Exercise brief: Please copy the data exactly as it stands, minus the images.

[Records for the exercise — start]

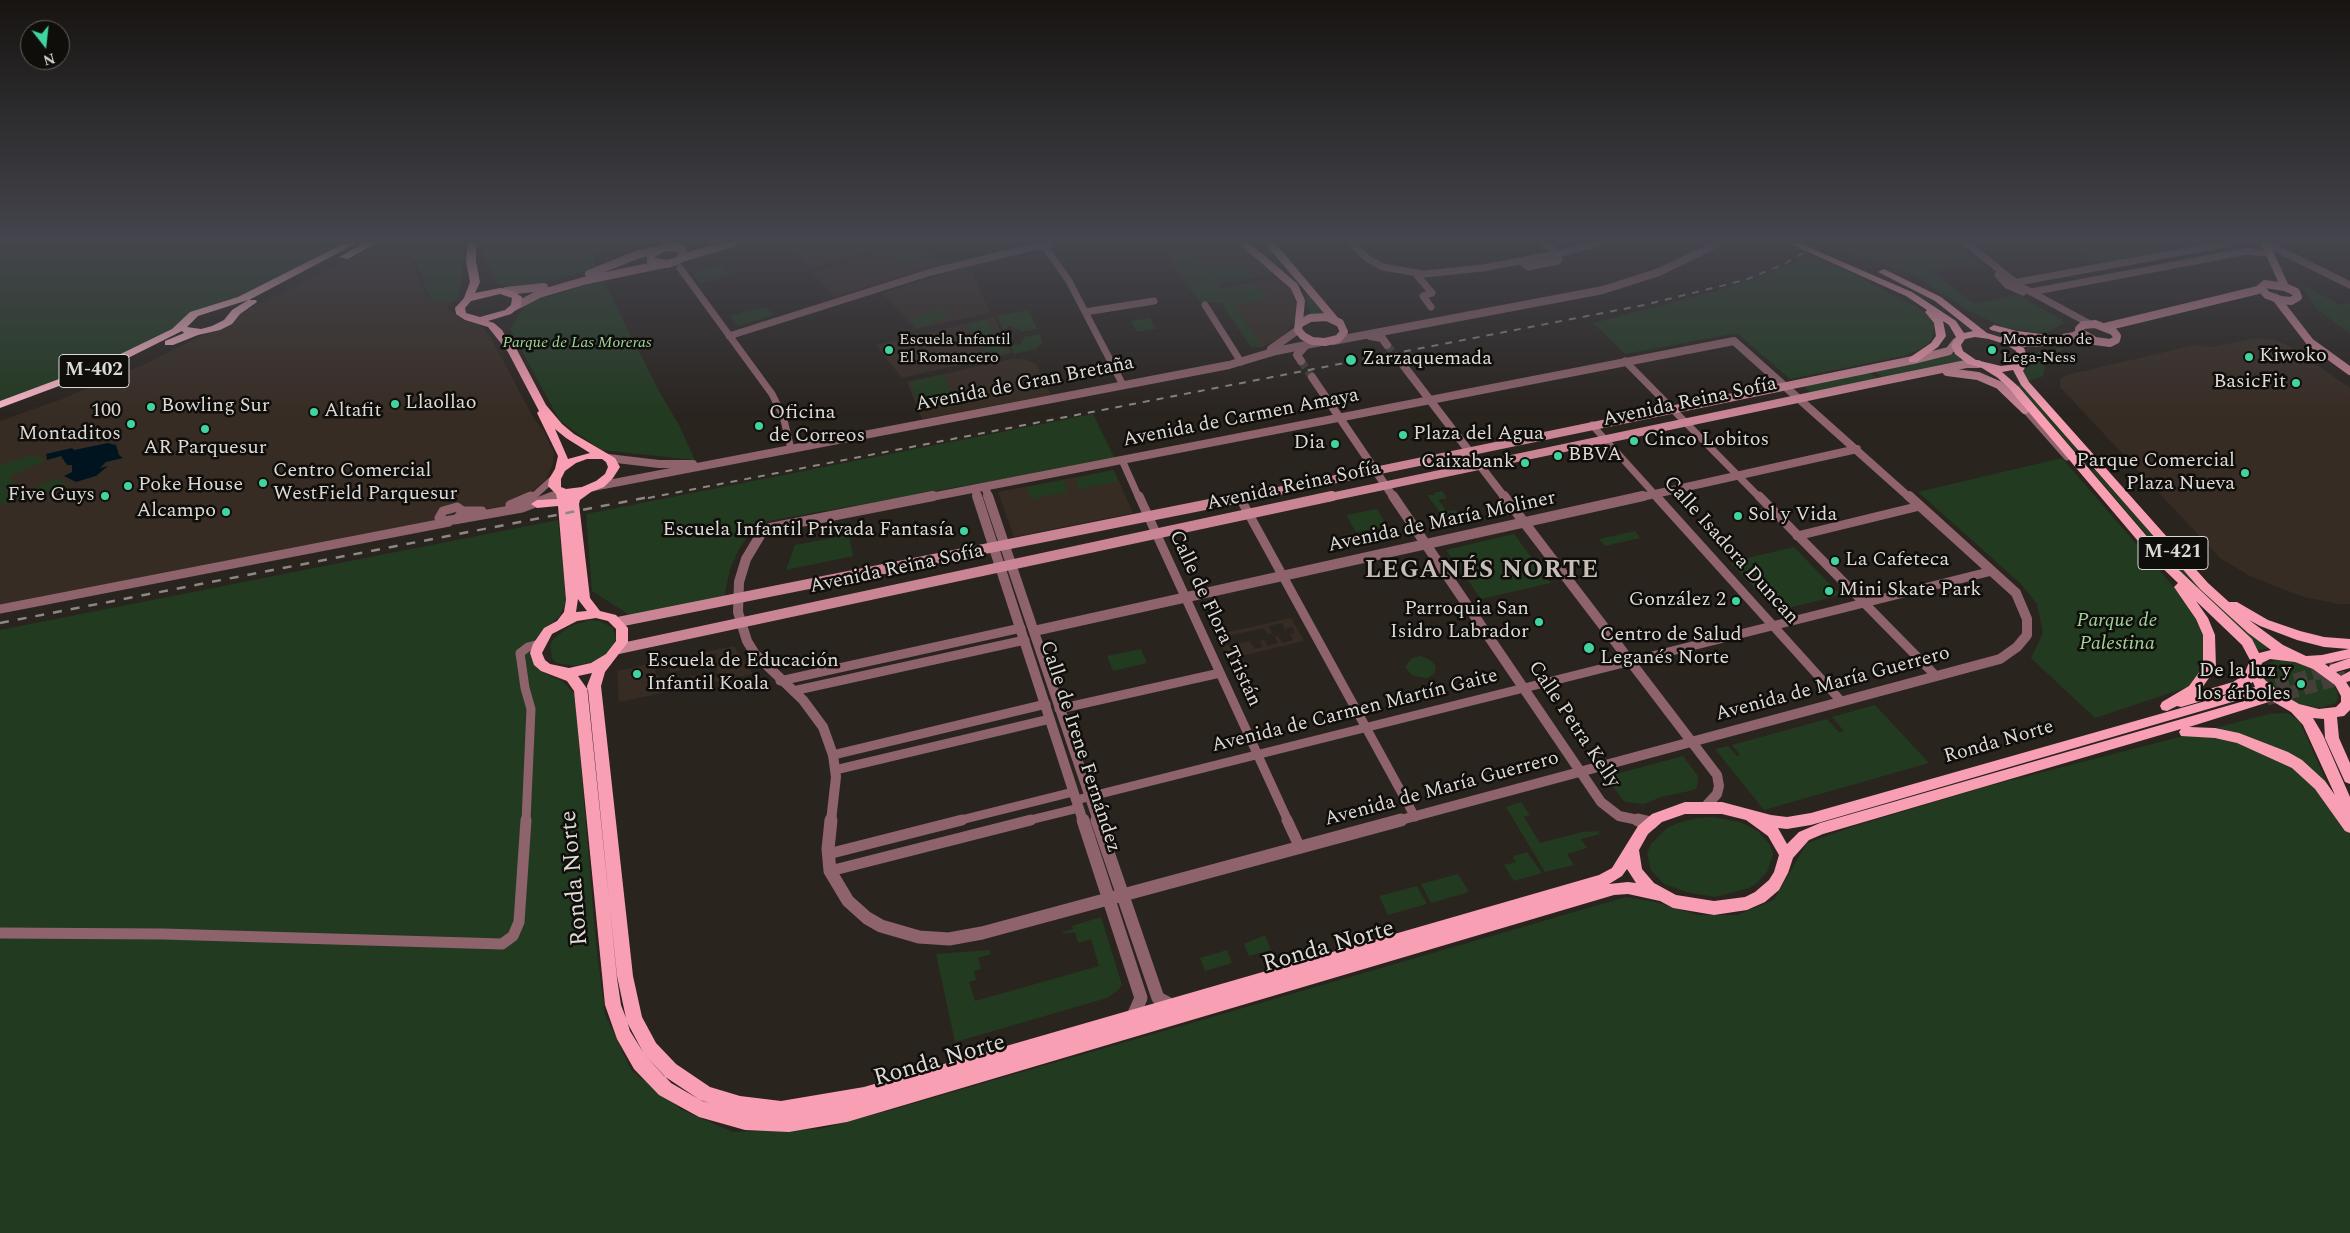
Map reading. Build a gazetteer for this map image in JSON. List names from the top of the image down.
{
  "streets": {
    "highway": ["M-402"],
    "main road": [
      "Avenida de Gran Bretaña",
      "Avenida Reina Sofía",
      "M-421",
      "Ronda Norte"
    ],
    "street": [
      "Avenida de Carmen Amaya",
      "Avenida de María Moliner",
      "Calle Isadora Duncan",
      "Calle de Flora Tristán",
      "Avenida de María Guerrero",
      "Avenida de Carmen Martín Gaite",
      "Calle Petra Kelly",
      "Calle de Irene Fernández"
    ]
  },
  "crossings": [
    ["Avenida Reina Sofía", "Avenida de Carmen Amaya"],
    ["Avenida Reina Sofía", "Calle Isadora Duncan"],
    ["Avenida Reina Sofía", "M-421"],
    ["Avenida Reina Sofía", "Calle de Flora Tristán"],
    ["Avenida Reina Sofía", "Avenida de María Guerrero"],
    ["Avenida Reina Sofía", "Calle Petra Kelly"],
    ["Avenida Reina Sofía", "Ronda Norte"],
    ["Avenida Reina Sofía", "Calle de Irene Fernández"],
    ["Avenida de Carmen Amaya", "Calle de Flora Tristán"],
    ["Avenida de Carmen Amaya", "Avenida de María Guerrero"],
    ["Avenida de Carmen Amaya", "Calle Petra Kelly"],
    ["Avenida de Carmen Amaya", "Calle de Irene Fernández"],
    ["Avenida de María Moliner", "Calle Isadora Duncan"],
    ["Avenida de María Moliner", "Calle de Flora Tristán"],
    ["Avenida de María Moliner", "Avenida de María Guerrero"],
    ["Avenida de María Moliner", "Calle Petra Kelly"],
    ["Avenida de María Moliner", "Calle de Irene Fernández"],
    ["Calle Isadora Duncan", "Avenida de María Guerrero"],
    ["Calle Isadora Duncan", "Avenida de Carmen Martín Gaite"],
    ["Calle de Flora Tristán", "Avenida de María Guerrero"],
    ["Calle de Flora Tristán", "Avenida de Carmen Martín Gaite"],
    ["Avenida de María Guerrero", "Avenida de Carmen Martín Gaite"],
    ["Avenida de María Guerrero", "Calle Petra Kelly"],
    ["Avenida de María Guerrero", "Calle de Irene Fernández"],
    ["Avenida de Carmen Martín Gaite", "Calle Petra Kelly"],
    ["Avenida de Carmen Martín Gaite", "Calle de Irene Fernández"],
    ["Calle Petra Kelly", "Ronda Norte"],
    ["Ronda Norte", "Calle de Irene Fernández"]
  ],
  "districts": ["LEGANÉS NORTE"],
  "parks": ["Parque de Las Moreras", "Parque de Palestina"],
  "places": [
    "Escuela Infantil El Romancero",
    "Monstruo de Lega-Ness",
    "Kiwoko",
    "Zarzaquemada",
    "BasicFit",
    "Llaollao",
    "Bowling Sur",
    "Altafit",
    "100 Montaditos",
    "Oficina de Correos",
    "AR Parquesur",
    "Plaza del Agua",
    "Cinco Lobitos",
    "Dia",
    "BBVA",
    "Caixabank",
    "Parque Comercial Plaza Nueva",
    "Centro Comercial WestField Parquesur",
    "Poke House",
    "Five Guys",
    "Alcampo",
    "Sol y Vida",
    "Escuela Infantil Privada Fantasía",
    "La Cafeteca",
    "Mini Skate Park",
    "González 2",
    "Parroquia San Isidro Labrador",
    "Centro de Salud Leganés Norte",
    "Escuela de Educación Infantil Koala",
    "De la luz y los árboles"
  ],
  "north": "bottom"
}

[Records for the exercise — finish]

Answer section:
Map reading. Build a gazetteer for this map image in JSON. List names from the top of the image down.
{
  "streets": {
    "highway": ["M-402"],
    "main road": [
      "Avenida de Gran Bretaña",
      "Avenida Reina Sofía",
      "M-421",
      "Ronda Norte"
    ],
    "street": [
      "Avenida de Carmen Amaya",
      "Avenida de María Moliner",
      "Calle Isadora Duncan",
      "Calle de Flora Tristán",
      "Avenida de María Guerrero",
      "Avenida de Carmen Martín Gaite",
      "Calle Petra Kelly",
      "Calle de Irene Fernández"
    ]
  },
  "crossings": [
    ["Avenida Reina Sofía", "Avenida de Carmen Amaya"],
    ["Avenida Reina Sofía", "Calle Isadora Duncan"],
    ["Avenida Reina Sofía", "M-421"],
    ["Avenida Reina Sofía", "Calle de Flora Tristán"],
    ["Avenida Reina Sofía", "Avenida de María Guerrero"],
    ["Avenida Reina Sofía", "Calle Petra Kelly"],
    ["Avenida Reina Sofía", "Ronda Norte"],
    ["Avenida Reina Sofía", "Calle de Irene Fernández"],
    ["Avenida de Carmen Amaya", "Calle de Flora Tristán"],
    ["Avenida de Carmen Amaya", "Avenida de María Guerrero"],
    ["Avenida de Carmen Amaya", "Calle Petra Kelly"],
    ["Avenida de Carmen Amaya", "Calle de Irene Fernández"],
    ["Avenida de María Moliner", "Calle Isadora Duncan"],
    ["Avenida de María Moliner", "Calle de Flora Tristán"],
    ["Avenida de María Moliner", "Avenida de María Guerrero"],
    ["Avenida de María Moliner", "Calle Petra Kelly"],
    ["Avenida de María Moliner", "Calle de Irene Fernández"],
    ["Calle Isadora Duncan", "Avenida de María Guerrero"],
    ["Calle Isadora Duncan", "Avenida de Carmen Martín Gaite"],
    ["Calle de Flora Tristán", "Avenida de María Guerrero"],
    ["Calle de Flora Tristán", "Avenida de Carmen Martín Gaite"],
    ["Avenida de María Guerrero", "Avenida de Carmen Martín Gaite"],
    ["Avenida de María Guerrero", "Calle Petra Kelly"],
    ["Avenida de María Guerrero", "Calle de Irene Fernández"],
    ["Avenida de Carmen Martín Gaite", "Calle Petra Kelly"],
    ["Avenida de Carmen Martín Gaite", "Calle de Irene Fernández"],
    ["Calle Petra Kelly", "Ronda Norte"],
    ["Ronda Norte", "Calle de Irene Fernández"]
  ],
  "districts": ["LEGANÉS NORTE"],
  "parks": ["Parque de Las Moreras", "Parque de Palestina"],
  "places": [
    "Escuela Infantil El Romancero",
    "Monstruo de Lega-Ness",
    "Kiwoko",
    "Zarzaquemada",
    "BasicFit",
    "Llaollao",
    "Bowling Sur",
    "Altafit",
    "100 Montaditos",
    "Oficina de Correos",
    "AR Parquesur",
    "Plaza del Agua",
    "Cinco Lobitos",
    "Dia",
    "BBVA",
    "Caixabank",
    "Parque Comercial Plaza Nueva",
    "Centro Comercial WestField Parquesur",
    "Poke House",
    "Five Guys",
    "Alcampo",
    "Sol y Vida",
    "Escuela Infantil Privada Fantasía",
    "La Cafeteca",
    "Mini Skate Park",
    "González 2",
    "Parroquia San Isidro Labrador",
    "Centro de Salud Leganés Norte",
    "Escuela de Educación Infantil Koala",
    "De la luz y los árboles"
  ],
  "north": "bottom"
}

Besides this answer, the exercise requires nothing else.